Main Courses of Action in the Serbian Water Sector: An Example From a Transition Country

Milan Dimkić1, Miodrag Milovanović2, Slađana Milojković1, Svetlana Varga1, Slobodan Petković1 and Dejan Dimkić1

 

 

1 Jaroslav Černi Institute for the Development of Water Resources, Jaroslava Černog 80, 11226, Belgrade, Serbia

2 Corresponding author: Fax: +381 11 3906481, E-mail: This e-mail address is being protected from spambots. You need JavaScript enabled to view it

 

 

 

Abstract

Guidelines for defining the main courses of action in the Serbian water sector are presented in the paper; they are based on assessments of the current status of water resources and the water management system, an analysis of socioeconomic circumstances, and the requirements that need to be met in order to upgrade the water sector to a desirable level, within both the local framework and that resulting from potential intensification of EU integration processes.
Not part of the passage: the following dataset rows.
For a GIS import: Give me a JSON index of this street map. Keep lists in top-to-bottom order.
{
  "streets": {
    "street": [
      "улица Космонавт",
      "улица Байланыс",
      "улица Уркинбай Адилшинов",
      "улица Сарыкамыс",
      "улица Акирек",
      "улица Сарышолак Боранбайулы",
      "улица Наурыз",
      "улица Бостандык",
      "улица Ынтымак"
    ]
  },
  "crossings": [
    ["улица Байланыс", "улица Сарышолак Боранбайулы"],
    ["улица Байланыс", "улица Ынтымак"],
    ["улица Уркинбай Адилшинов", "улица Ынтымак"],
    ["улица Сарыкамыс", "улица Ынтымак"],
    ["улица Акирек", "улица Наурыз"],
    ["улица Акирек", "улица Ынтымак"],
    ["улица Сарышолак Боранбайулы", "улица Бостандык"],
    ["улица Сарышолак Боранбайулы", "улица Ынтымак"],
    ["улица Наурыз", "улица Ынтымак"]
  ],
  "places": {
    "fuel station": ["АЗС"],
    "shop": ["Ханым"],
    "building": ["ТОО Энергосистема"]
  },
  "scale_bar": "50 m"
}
The present paper builds on the previous paper published in Water Research and Management, Volume 1, Number 4: “Sustainable and Adaptive Water Management: Case Study of Water Management in Serbia”, but it focuses on the need to create a suitable system in the water sector, or, in other words, to ensure appropriate social, institutional, economic, infrastructure and other prerequisites for achieving set water sector objectives, and also addresses prioritizing.

Keywords: water management, transition countries, climate change, Serbia

 

 

Introduction

Increasing attention is being paid to water resources throughout the world, primarily due to pressures brought about by population growth but also in light of projected climate change impacts. Global economic trends are also shifting, rendering the support to water sector advancement rather complex, both in countries that need assistance and those that are able to provide it.
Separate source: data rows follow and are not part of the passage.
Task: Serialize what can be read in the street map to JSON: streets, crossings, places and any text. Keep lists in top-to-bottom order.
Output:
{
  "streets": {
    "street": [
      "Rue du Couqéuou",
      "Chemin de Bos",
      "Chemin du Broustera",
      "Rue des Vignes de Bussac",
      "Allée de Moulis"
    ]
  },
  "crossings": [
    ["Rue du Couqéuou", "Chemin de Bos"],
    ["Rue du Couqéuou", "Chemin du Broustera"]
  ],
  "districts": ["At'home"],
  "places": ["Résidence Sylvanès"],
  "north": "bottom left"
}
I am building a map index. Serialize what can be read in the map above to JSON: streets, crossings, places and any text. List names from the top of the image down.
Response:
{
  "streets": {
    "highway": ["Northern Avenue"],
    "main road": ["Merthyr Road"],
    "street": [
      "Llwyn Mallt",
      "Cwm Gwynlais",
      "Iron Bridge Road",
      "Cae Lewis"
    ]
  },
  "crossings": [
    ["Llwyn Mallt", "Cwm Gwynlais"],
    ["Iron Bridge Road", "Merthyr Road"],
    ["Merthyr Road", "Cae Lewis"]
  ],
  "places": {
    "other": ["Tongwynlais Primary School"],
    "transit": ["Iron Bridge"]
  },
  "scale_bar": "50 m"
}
On the other hand, the stereotype has often been to make water management uniform and propose the same solutions and guidelines for essentially different countries, river basins and regions.

There are different types of transition countries at this time, ranging from those on the verge of acquiring the status of rich countries to those that are extremely poor. Also, some of the countries have abundant water resources, while others are forced to cope with scarcity or the threat of scarcity due to potential climate change.

Despite worldwide efforts during the past several decades, many countries in Africa and some countries in Asia still suffer from water deficits and even more so from a lack of basic sanitation. Richer transition countries have largely resolved water supply and basic sanitation issues, but they strive to achieve higher standards that are required or expected today.

When we speak of resolving these issues, we often focus on what needs to be done and not as much on how it should be done. Problems are often tackled on a case-by-case basis and addressed by means of loans, grants, concessions and the like. However, the effectiveness of such an approach is highly dubious, given that the countries that receive assistance are often unprepared to sustain and improve such a system.

Therefore, apart from goals such as the United Nations Millennium Development Goals (MDGs), objectives should be set for advancing national water management systems (institutional and socioeconomic), in order to solve these problems more efficiently on a global scale.